CSE 4560 Project 2 Due 04/22/19 Problem 1 10 Points

Cse 4560 Project 2 Due 042219problem 1 10 Ptsyou Are Given Th

Analyze the following relational schema and write SQL queries to perform specific data retrieval tasks. Additionally, identify which queries have equivalent formulations in relational algebra, and explain why. Finally, answer questions related to representing directed graphs in SQL, testing the queries with sample data, and tackling an extra credit problem involving aggregation and minimum value identification.

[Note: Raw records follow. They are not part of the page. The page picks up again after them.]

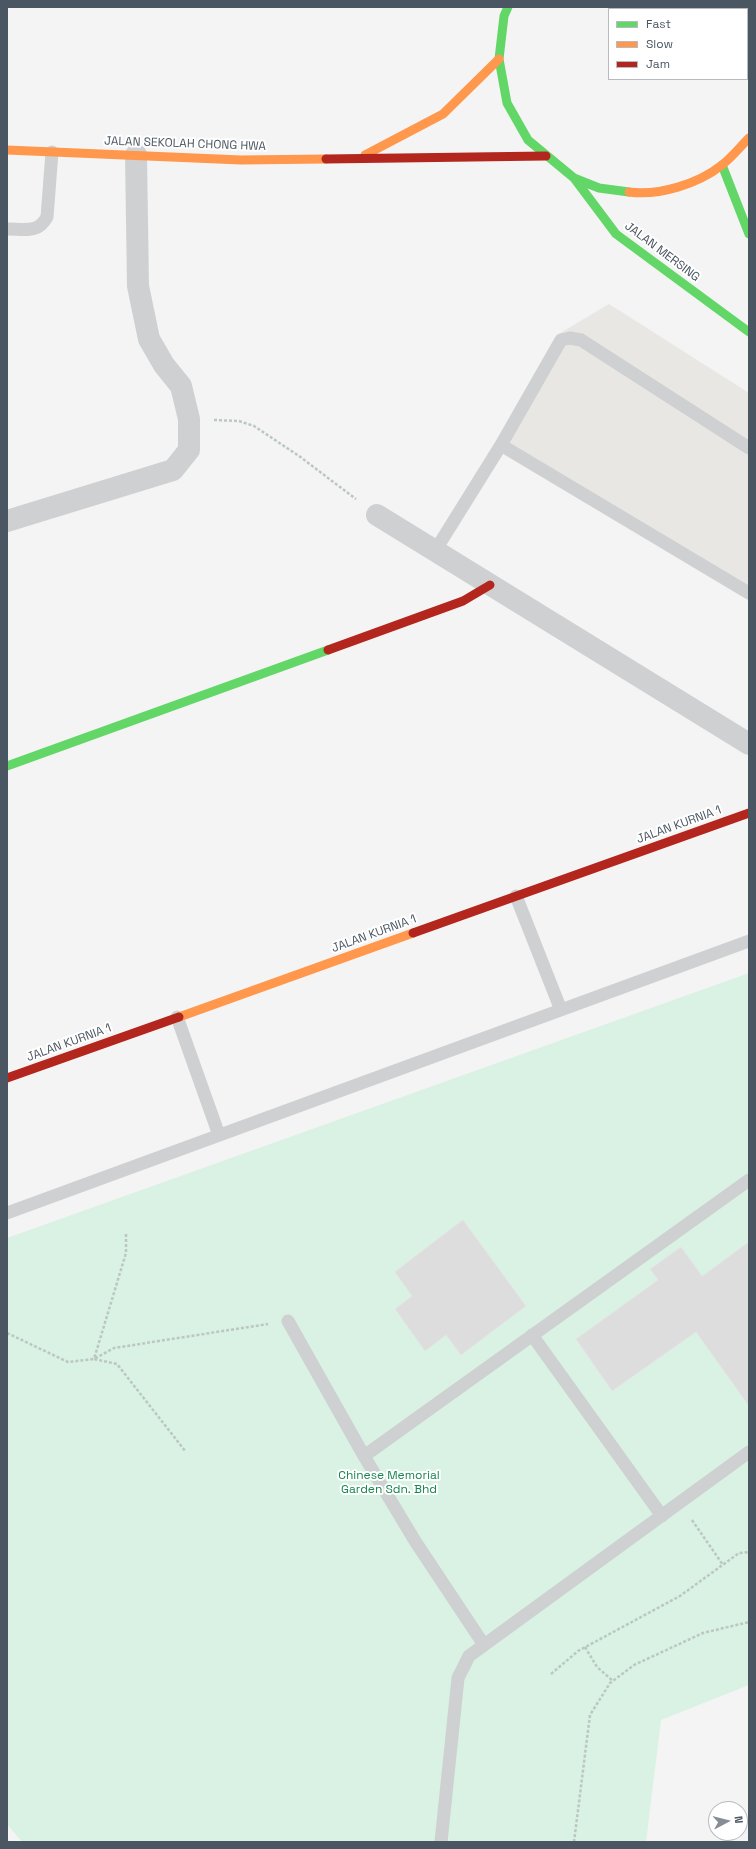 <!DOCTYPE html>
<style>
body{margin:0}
#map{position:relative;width:756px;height:1849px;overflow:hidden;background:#f4f4f4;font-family:"Space Grotesk",sans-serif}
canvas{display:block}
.frame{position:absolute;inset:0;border:8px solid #4a5661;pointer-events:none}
.legend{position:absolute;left:608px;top:8px;width:140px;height:72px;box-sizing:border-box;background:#fff;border:1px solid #b7bbc0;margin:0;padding:5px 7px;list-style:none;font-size:12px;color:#4a5661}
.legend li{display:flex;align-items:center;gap:8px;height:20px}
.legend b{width:20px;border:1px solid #b7bbc0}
.north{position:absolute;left:708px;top:1801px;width:40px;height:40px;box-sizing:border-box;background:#fff;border:1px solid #b7bbc0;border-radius:50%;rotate:83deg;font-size:11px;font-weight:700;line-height:16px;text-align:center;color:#4a5661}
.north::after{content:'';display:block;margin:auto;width:14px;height:18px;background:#868d94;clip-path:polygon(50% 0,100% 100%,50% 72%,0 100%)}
</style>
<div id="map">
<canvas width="756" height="1849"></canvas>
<div class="frame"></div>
<ul class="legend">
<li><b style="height:5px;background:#63d668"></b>Fast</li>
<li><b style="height:5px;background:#ff974d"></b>Slow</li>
<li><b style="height:5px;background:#b3261e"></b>Jam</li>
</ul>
<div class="north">N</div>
</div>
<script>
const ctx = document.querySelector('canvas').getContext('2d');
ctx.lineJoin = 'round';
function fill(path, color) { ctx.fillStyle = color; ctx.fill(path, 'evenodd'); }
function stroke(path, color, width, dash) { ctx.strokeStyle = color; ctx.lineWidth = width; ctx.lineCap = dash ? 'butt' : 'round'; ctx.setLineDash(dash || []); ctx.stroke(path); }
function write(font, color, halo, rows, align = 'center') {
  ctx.font = font + ' "Space Grotesk",sans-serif'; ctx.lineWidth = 4; ctx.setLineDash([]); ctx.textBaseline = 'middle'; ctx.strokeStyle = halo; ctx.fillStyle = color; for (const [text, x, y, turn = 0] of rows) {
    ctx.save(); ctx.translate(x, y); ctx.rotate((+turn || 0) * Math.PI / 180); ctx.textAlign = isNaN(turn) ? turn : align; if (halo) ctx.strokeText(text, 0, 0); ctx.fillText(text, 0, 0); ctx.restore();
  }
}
fill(new Path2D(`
 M609,304L749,393V601L493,448L557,335Z`), '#e8e7e3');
fill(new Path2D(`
 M749,973V1685L661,1720L646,1842H22L7,1824V1238Z`), '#d9f2e3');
const building = new Path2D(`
 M463,1220L526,1306L461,1355L446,1335L425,1351L395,1309L412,1296L395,1272Z
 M749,1242V1406L696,1332L612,1391L576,1339L658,1280L650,1269L681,1247L702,1276Z`);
fill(building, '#ddddde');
stroke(building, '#e5e6e7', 1);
stroke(new Path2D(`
 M214,420L239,421L254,426L299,456L356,499
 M126,1234V1253L94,1359L117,1364L186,1452
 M7,1333L68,1362L94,1359L114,1348L268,1324
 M692,1520L723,1565
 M585,1647L597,1667L613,1681
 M551,1674L578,1651L680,1596L739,1553L749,1552
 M574,1842L590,1715L610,1683L634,1665L703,1633L749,1622`), '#bcc7c4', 2.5, [3, 2]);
stroke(new Path2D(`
 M7,229C24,229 38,234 47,217L52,152
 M501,445L749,593
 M435,551L501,445L561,340L570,338L581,340L749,448
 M516,896L561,1010
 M177,1017L219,1135
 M7,1213L749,941
 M288,1321L364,1456
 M532,1335L662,1516
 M484,1645L415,1541L364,1456L749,1180
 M441,1842L458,1678L469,1656L749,1452`), '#ced0d2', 13);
stroke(new Path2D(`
 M377,515L749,744
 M7,521L173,470L189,450V419L181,386L164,365L149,339L138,286L136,155`), '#ced0d2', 22);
stroke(new Path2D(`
 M508,7L504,16L499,59L507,103L528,140L574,178L599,188L629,192
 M722,165L749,234
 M574,178L616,234L749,332
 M7,766L328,650`), '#63d668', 9);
stroke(new Path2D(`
 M7,150L241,160L326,159
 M365,155L443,114L499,59
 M629,192C659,196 698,184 722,165C732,157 740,147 749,138
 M179,1017L413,933`), '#ff974d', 9);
stroke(new Path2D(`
 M326,159L546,156
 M328,650L463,601L490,585
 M413,933L749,813
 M7,1078L179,1017`), '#b3261e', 9);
write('12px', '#4a5661', '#fff', [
 ["JALAN SEKOLAH CHONG HWA",185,144,2],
 ["JALAN MERSING",662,252,37],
 ["JALAN KURNIA 1",679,825,-20],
 ["JALAN KURNIA 1",374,934,-20],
 ["JALAN KURNIA 1",69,1043,-20]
]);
write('12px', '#17864f', '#fff', [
 ["Chinese Memorial",389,1476],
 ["Garden Sdn. Bhd",389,1490]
]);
</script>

Paper For Above instruction

The relational schema provided includes two main entities: Employee and Project, along with an Assign table representing the many-to-many relationship between employees and projects:

• Employee(Ename, Salary)
• Project(Pname, Agency, Budget)
• Assign(Pname, Ename)

The schema enforces key constraints and foreign keys as follows: Ename in Assign references Employee(Ename), and Pname in Assign references Project(Pname). Based on this structure, several SQL queries are requested, focusing on specific retrievals.

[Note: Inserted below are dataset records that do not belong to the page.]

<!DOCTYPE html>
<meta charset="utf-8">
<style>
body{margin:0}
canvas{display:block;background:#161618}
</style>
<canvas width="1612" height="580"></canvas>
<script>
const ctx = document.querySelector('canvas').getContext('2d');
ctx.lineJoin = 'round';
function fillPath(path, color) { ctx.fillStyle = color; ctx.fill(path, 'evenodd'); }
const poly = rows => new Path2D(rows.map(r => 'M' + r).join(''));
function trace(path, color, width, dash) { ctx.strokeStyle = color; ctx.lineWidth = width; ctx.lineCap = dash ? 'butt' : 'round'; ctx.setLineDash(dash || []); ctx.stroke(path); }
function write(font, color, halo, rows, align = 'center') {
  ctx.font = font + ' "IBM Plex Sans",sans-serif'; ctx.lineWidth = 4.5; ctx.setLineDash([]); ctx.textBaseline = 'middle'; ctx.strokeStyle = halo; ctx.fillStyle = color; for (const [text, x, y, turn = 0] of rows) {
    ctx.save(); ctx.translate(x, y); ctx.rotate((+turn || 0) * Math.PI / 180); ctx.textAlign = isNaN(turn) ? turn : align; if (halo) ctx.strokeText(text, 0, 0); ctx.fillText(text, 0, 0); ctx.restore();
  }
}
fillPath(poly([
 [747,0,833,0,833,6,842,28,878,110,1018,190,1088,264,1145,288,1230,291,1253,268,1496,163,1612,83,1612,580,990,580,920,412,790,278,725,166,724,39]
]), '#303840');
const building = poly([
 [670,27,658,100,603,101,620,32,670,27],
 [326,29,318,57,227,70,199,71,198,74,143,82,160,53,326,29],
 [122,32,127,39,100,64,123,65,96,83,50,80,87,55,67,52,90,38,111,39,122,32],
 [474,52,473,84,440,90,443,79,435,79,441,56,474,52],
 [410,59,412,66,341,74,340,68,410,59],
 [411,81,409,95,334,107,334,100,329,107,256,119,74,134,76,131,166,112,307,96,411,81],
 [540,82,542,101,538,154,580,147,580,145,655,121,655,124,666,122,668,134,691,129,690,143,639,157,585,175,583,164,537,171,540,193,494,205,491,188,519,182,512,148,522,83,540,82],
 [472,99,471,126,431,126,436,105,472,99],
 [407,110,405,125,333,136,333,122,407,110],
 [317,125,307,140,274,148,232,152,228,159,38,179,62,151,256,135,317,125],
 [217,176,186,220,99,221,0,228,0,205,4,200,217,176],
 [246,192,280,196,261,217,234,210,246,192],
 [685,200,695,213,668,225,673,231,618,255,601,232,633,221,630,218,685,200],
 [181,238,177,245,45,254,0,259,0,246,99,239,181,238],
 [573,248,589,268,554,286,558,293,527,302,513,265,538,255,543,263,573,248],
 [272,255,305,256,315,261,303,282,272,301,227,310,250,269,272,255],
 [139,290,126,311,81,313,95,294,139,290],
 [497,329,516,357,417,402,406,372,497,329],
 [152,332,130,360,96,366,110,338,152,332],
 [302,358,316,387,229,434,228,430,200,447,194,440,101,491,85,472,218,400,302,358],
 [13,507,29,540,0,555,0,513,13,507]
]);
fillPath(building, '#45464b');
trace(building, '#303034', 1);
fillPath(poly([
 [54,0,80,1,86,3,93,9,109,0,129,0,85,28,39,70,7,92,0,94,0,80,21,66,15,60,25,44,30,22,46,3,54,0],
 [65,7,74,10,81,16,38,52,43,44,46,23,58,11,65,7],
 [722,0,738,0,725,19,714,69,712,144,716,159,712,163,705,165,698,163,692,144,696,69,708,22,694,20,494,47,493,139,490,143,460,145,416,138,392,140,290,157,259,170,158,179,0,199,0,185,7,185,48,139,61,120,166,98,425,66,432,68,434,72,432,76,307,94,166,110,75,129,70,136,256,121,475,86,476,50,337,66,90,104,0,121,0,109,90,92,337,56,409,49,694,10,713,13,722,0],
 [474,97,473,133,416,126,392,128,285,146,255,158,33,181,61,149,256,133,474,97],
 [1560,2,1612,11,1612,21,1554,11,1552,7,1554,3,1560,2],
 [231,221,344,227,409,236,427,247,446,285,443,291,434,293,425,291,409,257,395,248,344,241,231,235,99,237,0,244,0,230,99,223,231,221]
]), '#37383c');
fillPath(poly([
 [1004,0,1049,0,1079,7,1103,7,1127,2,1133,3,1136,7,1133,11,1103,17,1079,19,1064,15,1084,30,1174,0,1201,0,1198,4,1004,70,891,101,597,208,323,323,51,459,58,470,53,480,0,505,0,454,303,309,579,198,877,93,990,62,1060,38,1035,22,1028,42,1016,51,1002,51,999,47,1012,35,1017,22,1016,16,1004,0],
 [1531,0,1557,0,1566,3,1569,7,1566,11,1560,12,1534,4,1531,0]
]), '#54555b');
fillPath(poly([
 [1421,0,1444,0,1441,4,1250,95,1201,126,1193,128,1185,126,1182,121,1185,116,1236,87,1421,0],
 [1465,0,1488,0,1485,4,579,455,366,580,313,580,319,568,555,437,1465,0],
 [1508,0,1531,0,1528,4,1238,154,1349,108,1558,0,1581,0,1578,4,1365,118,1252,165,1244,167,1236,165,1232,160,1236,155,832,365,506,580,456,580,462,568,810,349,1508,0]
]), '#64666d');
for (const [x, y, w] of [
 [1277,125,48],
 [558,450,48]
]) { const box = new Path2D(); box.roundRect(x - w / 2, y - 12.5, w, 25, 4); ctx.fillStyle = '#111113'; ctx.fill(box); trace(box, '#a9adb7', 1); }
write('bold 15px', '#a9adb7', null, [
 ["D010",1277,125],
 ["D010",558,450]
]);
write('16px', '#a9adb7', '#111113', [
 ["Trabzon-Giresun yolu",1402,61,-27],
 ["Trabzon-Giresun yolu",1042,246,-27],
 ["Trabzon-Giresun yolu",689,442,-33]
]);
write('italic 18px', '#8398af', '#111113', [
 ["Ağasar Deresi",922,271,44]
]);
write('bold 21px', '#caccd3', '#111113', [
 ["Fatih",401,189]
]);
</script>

Problem 1: SQL Queries Based on the Schema

The first task involves writing four SQL queries:

1. Find employees assigned to exactly one project (S1)

SELECT Ename
FROM Assign
GROUP BY Ename
HAVING COUNT(Pname) = 1;

This query groups Assign records by employee name and filters those with precisely a single project assignment.

2. Find employees whose salary exceeds Mark’s salary (S2)

SELECT Ename
FROM Employee
WHERE Salary > (
SELECT Salary
FROM Employee
WHERE Ename = 'Mark'
);

It retrieves employees with salaries greater than Mark's, utilizing a subquery to get Mark’s salary.

3. For every project, compute the number of projects that have a higher budget (S3)

SELECT P1.Pname, (
SELECT COUNT(*)
FROM Project P2
WHERE P2.Budget > P1.Budget
) AS HigherBudgetCount
FROM Project P1;

This uses a correlated subquery to count projects with budgets exceeding each project’s budget.

4. Find projects with budgets lower than the average at the same agency (S4)

SELECT P1.Pname
FROM Project P1
WHERE P1.Budget < (
SELECT AVG(P2.Budget)
FROM Project P2
WHERE P2.Agency = P1.Agency
);

This filters projects by comparing each project’s budget to the average budget of all projects within the same agency.

Regarding relational algebra equivalence, the query S1, which finds employees assigned to exactly one project, has an equivalent relational algebra formulation because it can be expressed by selection, grouping, and counting equivalent operations. Specifically, in relational algebra, we can project Employee Ename from Assign, group by Ename, then select those with a count of one. The other queries involve subqueries and aggregations that, while expressible in relational algebra (particularly extended forms), are conventionally more straightforward in SQL.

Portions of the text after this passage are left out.